**Material for this exercise**
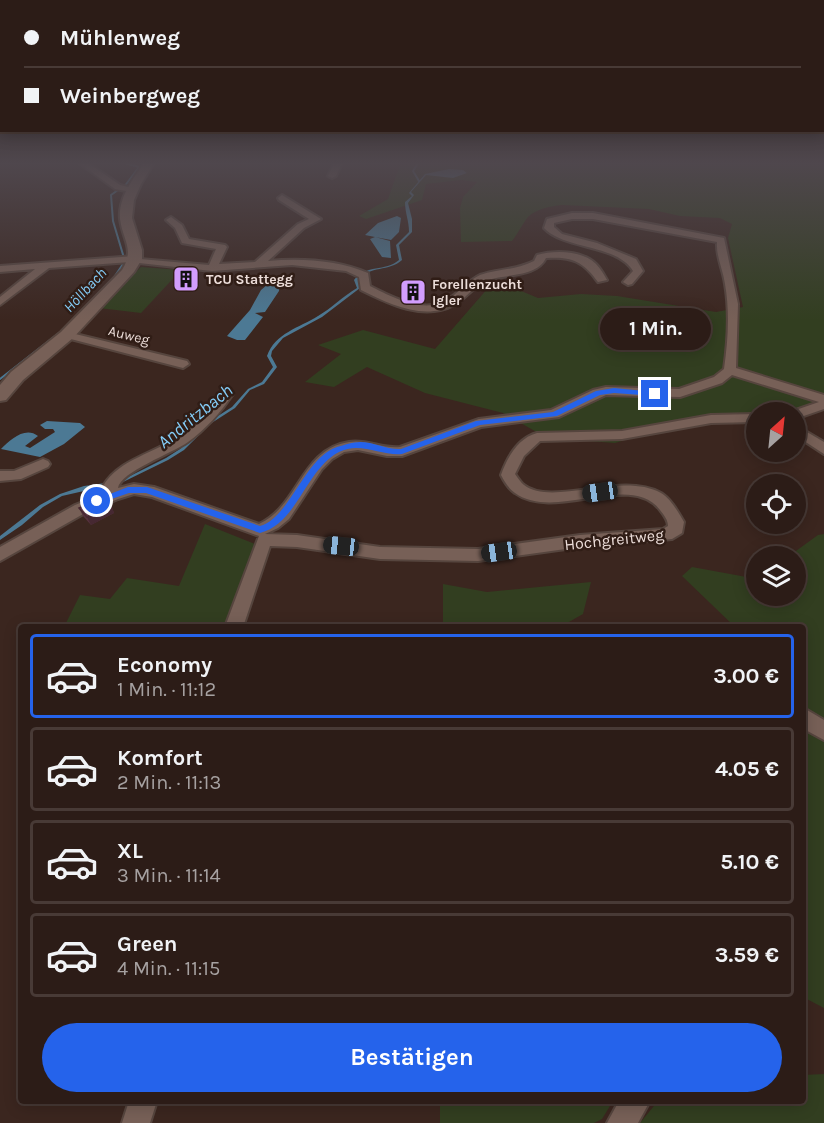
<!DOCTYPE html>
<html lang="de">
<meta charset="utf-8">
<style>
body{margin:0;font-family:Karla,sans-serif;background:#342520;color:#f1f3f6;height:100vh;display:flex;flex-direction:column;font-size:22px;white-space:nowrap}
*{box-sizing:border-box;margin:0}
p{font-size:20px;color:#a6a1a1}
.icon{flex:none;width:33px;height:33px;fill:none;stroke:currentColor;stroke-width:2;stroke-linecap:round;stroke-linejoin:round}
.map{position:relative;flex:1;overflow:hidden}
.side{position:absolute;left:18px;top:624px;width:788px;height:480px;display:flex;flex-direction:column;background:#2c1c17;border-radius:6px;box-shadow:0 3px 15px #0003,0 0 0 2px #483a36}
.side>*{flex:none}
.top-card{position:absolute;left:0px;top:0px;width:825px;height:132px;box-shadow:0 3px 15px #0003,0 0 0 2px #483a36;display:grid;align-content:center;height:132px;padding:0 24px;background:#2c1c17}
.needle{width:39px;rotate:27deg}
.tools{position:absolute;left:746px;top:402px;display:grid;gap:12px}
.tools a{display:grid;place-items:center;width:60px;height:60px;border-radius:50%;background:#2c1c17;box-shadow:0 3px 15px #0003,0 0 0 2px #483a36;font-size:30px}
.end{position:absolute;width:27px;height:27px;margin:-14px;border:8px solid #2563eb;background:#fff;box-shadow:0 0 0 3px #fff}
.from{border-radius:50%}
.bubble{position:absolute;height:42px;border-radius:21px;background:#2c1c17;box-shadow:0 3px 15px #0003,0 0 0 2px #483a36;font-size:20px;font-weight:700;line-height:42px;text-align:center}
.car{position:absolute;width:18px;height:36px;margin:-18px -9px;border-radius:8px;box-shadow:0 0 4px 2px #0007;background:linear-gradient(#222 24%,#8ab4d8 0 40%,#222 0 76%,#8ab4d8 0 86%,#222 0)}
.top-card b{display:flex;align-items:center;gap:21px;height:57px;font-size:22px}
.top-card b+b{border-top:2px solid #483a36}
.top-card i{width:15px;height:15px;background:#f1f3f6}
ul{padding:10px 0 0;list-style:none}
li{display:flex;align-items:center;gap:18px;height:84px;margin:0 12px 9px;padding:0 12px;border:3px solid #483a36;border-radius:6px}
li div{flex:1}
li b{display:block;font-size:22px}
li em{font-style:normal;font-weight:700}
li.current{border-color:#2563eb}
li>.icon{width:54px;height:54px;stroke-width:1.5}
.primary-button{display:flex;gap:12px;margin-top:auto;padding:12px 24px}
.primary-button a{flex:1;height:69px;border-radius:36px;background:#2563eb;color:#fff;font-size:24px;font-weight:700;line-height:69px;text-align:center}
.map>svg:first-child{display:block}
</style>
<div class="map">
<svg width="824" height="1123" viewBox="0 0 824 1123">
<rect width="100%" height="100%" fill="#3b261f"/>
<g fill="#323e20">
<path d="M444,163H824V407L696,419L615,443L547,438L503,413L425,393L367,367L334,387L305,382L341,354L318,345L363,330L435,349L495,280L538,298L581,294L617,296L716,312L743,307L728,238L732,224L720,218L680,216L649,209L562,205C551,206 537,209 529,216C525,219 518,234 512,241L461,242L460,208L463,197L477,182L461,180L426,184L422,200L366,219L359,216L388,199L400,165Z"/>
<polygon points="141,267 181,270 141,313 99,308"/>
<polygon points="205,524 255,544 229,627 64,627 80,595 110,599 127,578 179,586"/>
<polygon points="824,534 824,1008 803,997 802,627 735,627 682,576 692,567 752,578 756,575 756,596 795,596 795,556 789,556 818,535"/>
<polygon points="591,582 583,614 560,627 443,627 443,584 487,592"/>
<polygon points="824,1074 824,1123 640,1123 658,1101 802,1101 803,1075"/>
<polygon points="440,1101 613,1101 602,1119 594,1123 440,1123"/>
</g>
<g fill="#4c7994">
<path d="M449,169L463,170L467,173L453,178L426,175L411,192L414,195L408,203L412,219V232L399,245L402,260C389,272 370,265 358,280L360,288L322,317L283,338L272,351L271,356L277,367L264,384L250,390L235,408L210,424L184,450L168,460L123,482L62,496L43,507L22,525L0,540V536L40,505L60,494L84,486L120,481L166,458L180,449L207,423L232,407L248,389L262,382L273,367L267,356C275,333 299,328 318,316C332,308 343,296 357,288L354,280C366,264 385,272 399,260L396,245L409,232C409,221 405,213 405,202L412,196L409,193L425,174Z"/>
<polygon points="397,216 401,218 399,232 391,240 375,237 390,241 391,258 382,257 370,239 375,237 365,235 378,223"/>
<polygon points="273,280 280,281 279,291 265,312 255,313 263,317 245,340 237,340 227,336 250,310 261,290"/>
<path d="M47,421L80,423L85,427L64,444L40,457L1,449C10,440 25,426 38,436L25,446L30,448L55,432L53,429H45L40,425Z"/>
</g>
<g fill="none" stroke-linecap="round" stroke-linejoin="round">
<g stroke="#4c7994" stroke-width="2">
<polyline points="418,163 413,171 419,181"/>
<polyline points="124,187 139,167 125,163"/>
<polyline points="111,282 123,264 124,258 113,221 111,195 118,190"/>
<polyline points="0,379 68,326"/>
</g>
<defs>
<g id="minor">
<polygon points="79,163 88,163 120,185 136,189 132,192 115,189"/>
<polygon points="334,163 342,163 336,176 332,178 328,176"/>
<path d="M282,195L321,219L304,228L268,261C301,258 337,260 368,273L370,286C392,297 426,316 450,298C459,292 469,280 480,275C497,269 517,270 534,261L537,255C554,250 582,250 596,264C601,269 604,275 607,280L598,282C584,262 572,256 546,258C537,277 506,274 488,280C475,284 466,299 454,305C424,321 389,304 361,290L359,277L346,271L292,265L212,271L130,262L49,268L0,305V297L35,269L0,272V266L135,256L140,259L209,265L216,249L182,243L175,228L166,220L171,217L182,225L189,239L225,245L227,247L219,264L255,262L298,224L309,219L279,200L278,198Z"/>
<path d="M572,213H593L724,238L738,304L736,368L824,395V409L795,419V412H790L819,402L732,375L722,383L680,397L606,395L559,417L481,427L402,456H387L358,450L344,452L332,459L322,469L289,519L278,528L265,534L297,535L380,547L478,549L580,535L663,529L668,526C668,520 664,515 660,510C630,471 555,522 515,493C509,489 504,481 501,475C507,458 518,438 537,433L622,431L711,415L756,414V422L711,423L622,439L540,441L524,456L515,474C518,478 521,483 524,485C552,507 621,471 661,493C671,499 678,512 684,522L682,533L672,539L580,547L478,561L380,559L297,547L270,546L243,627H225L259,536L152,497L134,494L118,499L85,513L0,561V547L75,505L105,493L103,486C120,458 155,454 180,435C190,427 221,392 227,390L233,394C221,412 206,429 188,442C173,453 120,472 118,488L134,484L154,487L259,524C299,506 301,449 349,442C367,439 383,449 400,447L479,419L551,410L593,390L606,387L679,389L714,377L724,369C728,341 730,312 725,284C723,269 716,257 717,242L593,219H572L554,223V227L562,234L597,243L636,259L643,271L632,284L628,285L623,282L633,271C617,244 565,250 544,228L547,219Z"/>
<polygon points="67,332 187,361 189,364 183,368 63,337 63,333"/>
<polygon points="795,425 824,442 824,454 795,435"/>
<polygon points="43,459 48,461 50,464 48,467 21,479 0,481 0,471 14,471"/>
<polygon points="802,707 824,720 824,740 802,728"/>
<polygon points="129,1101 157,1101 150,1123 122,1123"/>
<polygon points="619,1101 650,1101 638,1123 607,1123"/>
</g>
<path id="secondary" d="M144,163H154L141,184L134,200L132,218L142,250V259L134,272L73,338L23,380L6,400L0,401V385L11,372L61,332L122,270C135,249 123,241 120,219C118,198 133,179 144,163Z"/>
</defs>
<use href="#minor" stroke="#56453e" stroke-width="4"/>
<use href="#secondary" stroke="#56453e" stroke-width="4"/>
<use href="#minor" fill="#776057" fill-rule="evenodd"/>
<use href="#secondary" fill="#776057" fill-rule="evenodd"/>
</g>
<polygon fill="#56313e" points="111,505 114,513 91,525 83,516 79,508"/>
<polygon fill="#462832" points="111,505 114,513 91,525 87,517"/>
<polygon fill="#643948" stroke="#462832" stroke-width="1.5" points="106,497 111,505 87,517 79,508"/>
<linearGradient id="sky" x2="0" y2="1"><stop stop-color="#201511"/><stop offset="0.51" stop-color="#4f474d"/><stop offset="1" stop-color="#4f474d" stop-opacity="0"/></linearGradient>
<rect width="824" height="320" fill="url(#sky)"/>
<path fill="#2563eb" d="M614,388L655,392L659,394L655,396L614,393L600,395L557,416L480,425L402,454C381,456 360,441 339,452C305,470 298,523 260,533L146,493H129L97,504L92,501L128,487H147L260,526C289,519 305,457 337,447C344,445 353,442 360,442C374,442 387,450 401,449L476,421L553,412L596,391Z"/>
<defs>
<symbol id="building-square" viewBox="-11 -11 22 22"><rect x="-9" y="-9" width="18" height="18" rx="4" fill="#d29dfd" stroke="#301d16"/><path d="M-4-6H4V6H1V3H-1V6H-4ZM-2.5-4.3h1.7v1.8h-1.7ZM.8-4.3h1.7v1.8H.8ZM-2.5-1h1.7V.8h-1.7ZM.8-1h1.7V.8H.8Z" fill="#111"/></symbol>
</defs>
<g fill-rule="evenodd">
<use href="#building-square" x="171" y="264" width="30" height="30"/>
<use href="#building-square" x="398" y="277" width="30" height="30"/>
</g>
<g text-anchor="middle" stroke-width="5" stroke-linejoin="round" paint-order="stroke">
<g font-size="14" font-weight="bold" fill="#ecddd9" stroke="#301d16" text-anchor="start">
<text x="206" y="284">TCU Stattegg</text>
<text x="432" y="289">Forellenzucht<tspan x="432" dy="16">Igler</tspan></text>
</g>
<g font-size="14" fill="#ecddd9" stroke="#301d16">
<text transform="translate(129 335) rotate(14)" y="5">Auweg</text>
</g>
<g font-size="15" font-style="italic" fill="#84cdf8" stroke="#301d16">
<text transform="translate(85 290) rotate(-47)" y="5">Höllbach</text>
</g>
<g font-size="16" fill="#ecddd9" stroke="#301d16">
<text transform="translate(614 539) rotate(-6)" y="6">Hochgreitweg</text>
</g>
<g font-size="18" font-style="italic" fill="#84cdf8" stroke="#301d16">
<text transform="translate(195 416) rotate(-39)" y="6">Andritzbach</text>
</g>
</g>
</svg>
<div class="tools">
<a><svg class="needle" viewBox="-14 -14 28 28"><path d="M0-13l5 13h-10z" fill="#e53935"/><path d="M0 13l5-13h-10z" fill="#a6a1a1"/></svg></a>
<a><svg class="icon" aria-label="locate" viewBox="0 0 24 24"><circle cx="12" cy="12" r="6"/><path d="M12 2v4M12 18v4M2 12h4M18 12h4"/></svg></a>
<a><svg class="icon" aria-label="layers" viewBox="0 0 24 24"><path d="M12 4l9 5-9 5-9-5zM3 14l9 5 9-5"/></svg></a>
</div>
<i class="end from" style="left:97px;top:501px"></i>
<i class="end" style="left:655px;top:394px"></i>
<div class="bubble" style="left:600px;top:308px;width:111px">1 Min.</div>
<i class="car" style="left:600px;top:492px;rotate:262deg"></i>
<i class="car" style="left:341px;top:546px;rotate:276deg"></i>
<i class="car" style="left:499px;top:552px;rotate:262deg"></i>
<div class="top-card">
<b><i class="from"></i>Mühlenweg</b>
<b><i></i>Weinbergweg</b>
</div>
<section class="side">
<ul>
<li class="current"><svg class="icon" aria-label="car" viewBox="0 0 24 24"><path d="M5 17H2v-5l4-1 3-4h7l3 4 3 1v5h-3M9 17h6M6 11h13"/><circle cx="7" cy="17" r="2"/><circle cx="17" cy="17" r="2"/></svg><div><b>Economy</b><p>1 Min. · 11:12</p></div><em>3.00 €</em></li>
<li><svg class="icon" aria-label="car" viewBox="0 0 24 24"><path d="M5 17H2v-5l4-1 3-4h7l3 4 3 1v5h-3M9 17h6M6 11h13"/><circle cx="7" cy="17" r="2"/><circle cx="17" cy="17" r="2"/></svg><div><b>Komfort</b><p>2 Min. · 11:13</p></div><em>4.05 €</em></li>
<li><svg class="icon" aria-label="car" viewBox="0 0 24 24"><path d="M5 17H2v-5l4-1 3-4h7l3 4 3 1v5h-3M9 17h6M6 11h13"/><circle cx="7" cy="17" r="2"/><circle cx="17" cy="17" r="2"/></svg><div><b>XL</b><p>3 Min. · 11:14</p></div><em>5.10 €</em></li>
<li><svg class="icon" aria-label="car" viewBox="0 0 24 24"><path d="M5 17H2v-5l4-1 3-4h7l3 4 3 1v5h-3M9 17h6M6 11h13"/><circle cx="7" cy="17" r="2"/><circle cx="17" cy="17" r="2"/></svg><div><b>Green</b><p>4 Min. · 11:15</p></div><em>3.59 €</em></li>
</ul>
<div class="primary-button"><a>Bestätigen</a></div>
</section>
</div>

**Exercise goal**
Filter the entries down to the lines that hold "tools". Copy those lines.

**Result**
.tools{position:absolute;left:746px;top:402px;display:grid;gap:12px}
.tools a{display:grid;place-items:center;width:60px;height:60px;border-radius:50%;background:#2c1c17;box-shadow:0 3px 15px #0003,0 0 0 2px #483a36;font-size:30px}
<div class="tools">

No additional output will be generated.